8Mais, l’arbre ne peut pas cacher la forêt ! S’il y a lieu de pointer l’importance et surtout de défendre le débat public, force est de reconnaître que, tout en étant balisé par des règles procédurales (qui, soit dit en passant, sont loin de faire l’unanimité dans la philosophie politique libérale contemporaine), ce débat public est irréversiblement de plus en plus complexe et difficile. Il est banal de dire aujourd’hui que nos sociétés sont multiculturelles, que les repères de la certitude y sont brouillés, sinon inexistants et que les découvertes scientifiques ainsi que les innovations technologiques y connaissent une accélération vertigineuse posant des problèmes inédits, d’une gravité et d’une ampleur spatio-temporelle sans précédents. Il est banal de dire cela. Mais, par delà les difficultés et les problèmes liés à ces constats, on peut encore dramatiser l’injonction au débat et à la délibération publics en se demandant si le présent et l’avenir de nos sociétés ne sont pas complètement déterminés de l’extérieur ; si le présent et le futur de nos sociétés ne sont pas commandés, comme on essaie souvent de nous le faire croire, par la mondialisation des échanges, l’internationalisation des savoirs, l’évolution économique, la planétarisation des problèmes écologiques etc... En sorte que, pour survivre, nous n’aurions pas le choix. Nous n’aurions pas le choix non seulement des moyens, mais des fins. C’est le kid complet des standards économiques, technocratiques et stratégiques concoctés par les experts internationaux de tout bord qu’il nous faudrait accepter pour faire partie de ce qu’on appelle le monde, ou pour rester, comme ont dit sans détailler les sous-entendus, dans la course, voire simplement à niveau. Jouissons-nous encore d’un espace de décision et tout d’abord de discussion collective des fins ? Jouissons-nous encore de ce qu’on appelle, depuis la Grèce antique dans notre culture, « un espace politique » ? Ou bien, comme le soutiennent les tenants de la « mondialisation heureuse »3, cet espace n’est-il qu’un instrument tout à fait annexe du marché ?
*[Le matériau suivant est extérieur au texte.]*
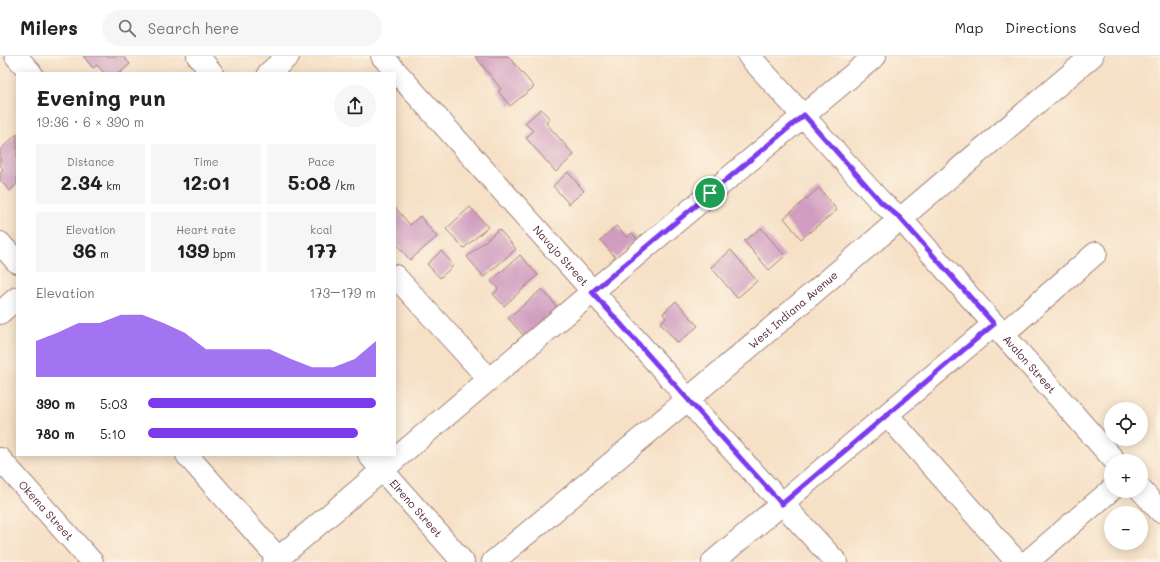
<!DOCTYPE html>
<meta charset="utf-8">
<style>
:root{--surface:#fff;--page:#f6f6f6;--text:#202124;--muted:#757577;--line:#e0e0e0;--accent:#7c3aed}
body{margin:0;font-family:Mali,sans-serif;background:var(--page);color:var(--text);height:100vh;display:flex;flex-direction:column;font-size:15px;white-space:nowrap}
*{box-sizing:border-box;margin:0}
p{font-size:13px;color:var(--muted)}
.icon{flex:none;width:22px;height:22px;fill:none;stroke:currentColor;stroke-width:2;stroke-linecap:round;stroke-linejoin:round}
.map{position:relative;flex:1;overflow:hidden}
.side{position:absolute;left:16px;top:16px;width:380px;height:384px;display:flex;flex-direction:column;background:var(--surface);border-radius:0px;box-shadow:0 2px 10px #0003}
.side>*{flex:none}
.controls{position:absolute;left:1104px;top:346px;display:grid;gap:8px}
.controls a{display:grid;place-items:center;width:44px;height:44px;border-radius:50%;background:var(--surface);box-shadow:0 2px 10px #0003;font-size:20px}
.pin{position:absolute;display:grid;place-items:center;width:34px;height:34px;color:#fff;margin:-17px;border:2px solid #fff;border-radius:50%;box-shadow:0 1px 4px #0007}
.round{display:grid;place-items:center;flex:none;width:42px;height:42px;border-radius:21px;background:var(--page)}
.summary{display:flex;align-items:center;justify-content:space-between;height:68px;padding:0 20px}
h1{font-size:22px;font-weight:700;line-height:30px}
.metrics{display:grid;grid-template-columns:repeat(3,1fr);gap:6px;height:68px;padding:4px 20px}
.metrics div{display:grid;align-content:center;border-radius:0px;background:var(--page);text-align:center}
.metrics b{font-size:20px;font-weight:700}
.metrics small{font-size:11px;font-weight:400}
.metrics p{font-size:11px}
.chart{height:112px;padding:8px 20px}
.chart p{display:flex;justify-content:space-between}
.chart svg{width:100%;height:72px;margin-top:4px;fill:var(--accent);opacity:.7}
ul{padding:0 20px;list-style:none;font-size:13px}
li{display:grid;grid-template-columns:64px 48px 1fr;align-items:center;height:30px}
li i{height:10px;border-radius:5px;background:var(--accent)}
header{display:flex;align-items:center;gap:24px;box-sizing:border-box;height:56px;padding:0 20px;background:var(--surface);border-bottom:1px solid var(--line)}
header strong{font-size:19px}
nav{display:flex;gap:22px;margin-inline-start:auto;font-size:14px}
.search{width:280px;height:36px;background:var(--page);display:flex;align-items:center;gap:10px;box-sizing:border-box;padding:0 14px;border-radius:22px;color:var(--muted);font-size:15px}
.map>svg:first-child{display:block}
.building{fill:#d09dc0}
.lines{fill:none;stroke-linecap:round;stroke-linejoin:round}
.minor-casing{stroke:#a08078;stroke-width:24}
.minor{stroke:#fff;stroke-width:22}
.route-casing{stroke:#fff;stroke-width:8}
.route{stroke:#7c3aed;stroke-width:5}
.labels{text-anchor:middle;stroke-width:3;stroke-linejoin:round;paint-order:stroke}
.street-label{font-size:11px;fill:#4a1f2b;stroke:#fcf5e5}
</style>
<header>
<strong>Milers</strong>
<div class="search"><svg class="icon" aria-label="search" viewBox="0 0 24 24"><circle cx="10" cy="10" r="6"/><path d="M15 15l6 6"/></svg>Search here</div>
<nav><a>Map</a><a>Directions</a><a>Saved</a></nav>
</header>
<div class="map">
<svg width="1160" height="506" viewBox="0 0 1160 506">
<rect width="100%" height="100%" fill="#fcf5e5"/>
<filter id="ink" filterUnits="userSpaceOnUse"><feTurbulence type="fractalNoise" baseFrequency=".025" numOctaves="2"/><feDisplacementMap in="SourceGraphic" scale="8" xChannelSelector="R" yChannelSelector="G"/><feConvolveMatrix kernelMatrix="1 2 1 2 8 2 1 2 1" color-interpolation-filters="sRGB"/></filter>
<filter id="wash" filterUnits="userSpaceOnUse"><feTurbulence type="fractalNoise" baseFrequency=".012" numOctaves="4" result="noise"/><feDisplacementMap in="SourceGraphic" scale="16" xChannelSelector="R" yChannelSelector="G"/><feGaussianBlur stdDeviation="0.9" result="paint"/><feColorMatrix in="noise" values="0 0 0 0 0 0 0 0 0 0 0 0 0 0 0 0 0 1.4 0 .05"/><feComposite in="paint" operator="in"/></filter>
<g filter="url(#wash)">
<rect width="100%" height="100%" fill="#f6e0c6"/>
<g id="blocks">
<g class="building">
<polygon points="83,0 123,0 130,8 120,17 104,17 97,9 93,12"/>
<polygon points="475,0 508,0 534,31 510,50 498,35 501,33"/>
<polygon points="541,53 550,63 546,67 574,99 556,116 526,82 533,75 525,67"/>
<polygon points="17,78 17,128 10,135 0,124 0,116 3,113 0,109 0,94"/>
<polygon points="568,116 584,135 569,148 553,130"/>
<polygon points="819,132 837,154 801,183 784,162"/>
<polygon points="395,151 410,169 420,160 437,181 410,204 395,186"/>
<polygon points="470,151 488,171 464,192 446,173"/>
<polygon points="616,170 627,181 632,177 637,183 616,202 600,184"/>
<polygon points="761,172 785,200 769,214 744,185"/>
<polygon points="499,173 516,193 484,221 467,201"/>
<polygon points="731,194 757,225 737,242 711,211"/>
<polygon points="441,195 454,209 440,222 427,208"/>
<polygon points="520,199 538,219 504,250 493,238 498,233 491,225"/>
<polygon points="542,233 559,253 525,281 508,262"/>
<polygon points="676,245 698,270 678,287 660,267 666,262 663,257"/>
</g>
</g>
</g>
<g filter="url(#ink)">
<use href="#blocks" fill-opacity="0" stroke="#a08078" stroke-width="1"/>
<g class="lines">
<g class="minor-casing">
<g id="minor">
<polyline points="16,0 31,17"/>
<polyline points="198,0 212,17"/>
<path id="s1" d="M382,0l289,323 32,39 133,144"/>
<path id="s2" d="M749,0l132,146 19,16 215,243"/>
<polyline points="269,17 288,0"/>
<polyline points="0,187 17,206"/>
<polyline points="395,220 489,323"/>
<polyline points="0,257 17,242"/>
<polyline points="1003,278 1096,197"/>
<polyline points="887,359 1017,506"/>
<polyline points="187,399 278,502"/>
<path id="s3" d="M369,399l94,107"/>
<path id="s4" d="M0,403l92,103"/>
<polyline points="1141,434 1160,455"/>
<polyline points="274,506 592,236 875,0"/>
<path id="s5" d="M493,506l194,-162 405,-344"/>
<polyline points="713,506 994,268"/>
<polyline points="1027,506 1111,434"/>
</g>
</g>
<use href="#minor" class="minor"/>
</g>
</g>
<g class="lines" filter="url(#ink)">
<g class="route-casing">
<path id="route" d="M804,59l77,87 19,16 94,106 -212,180c-64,-70 -127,-142 -190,-212z"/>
</g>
<use href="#route" class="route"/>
</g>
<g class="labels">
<g class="street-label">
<text dy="4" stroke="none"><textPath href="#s1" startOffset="268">Navajo Street</textPath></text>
<text dy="4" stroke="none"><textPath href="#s5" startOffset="392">West Indiana Avenue</textPath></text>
<text dy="4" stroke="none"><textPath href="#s2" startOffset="417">Avalon Street</textPath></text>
<text dy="4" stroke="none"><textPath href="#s3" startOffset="71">Elreno Street</textPath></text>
<text dy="4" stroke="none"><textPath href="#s4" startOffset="69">Okema Street</textPath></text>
</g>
</g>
</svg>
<div class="controls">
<a><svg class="icon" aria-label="locate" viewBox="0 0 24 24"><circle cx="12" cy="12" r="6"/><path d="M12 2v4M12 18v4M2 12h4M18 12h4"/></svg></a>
<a>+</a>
<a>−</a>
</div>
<div class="pin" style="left:710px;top:137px;background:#1e9e55"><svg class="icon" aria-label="arrive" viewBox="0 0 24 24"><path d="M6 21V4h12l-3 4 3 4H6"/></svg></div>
<section class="side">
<div class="summary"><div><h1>Evening run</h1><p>19:36 · 6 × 390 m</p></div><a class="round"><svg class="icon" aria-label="share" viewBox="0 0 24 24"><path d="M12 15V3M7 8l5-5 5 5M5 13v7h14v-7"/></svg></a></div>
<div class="metrics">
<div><p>Distance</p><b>2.34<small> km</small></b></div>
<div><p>Time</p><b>12:01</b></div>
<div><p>Pace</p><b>5:08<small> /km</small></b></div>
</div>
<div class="metrics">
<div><p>Elevation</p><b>36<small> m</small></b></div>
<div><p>Heart rate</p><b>139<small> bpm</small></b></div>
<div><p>kcal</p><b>177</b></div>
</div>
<div class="chart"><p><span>Elevation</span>173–179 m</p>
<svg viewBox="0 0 160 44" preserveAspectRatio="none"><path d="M0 44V22L10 17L20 11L30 11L40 6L50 6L60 11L70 17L80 27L90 27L100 27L110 27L120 33L130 38L140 38L150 33L160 22V44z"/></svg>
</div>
<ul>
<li><b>390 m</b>5:03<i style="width:100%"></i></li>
<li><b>780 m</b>5:10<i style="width:92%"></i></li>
</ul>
</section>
</div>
9Pour ce qui est du multiculturalisme tout d’abord, les textes de Mrs Otfried Höffe, professeur à l’université de Tubingen, et de Rudi Visker, chercheur qualifié au Nederlandse Fonds voor Wetenschappelijk Onderzœk, rejoignent, sans concertation préalable, la défense du pluralisme agonistique développée par Mme Chantal Mouffe.
10Une tendance actuelle du libéralisme politique est d’éradiquer tout antagonisme, tout conflit, de la sphère publique, que ce soit en s’y contentant d’un « consensus par recoupement » ou en y développant l’idéal, asymptotique par définition, d’une communication sans distorsions. Comme si les rapports d’altérité pouvaient être enfermés dans la sphère de la vie privée ou comme si, dans le domaine public, ils relevaient d’entrée de jeu de la déraison. Certes, pour que puisse se constituer quelque chose comme un ordre politique à proprement parler, et non un simple rapport de domination, une entente sur un certain nombre de principes est indispensable. Mais cette entente n’ôte rien au fait que l’antagonisme et le conflit, comme le souligne Mme Mouffe, sont constitutifs du politique.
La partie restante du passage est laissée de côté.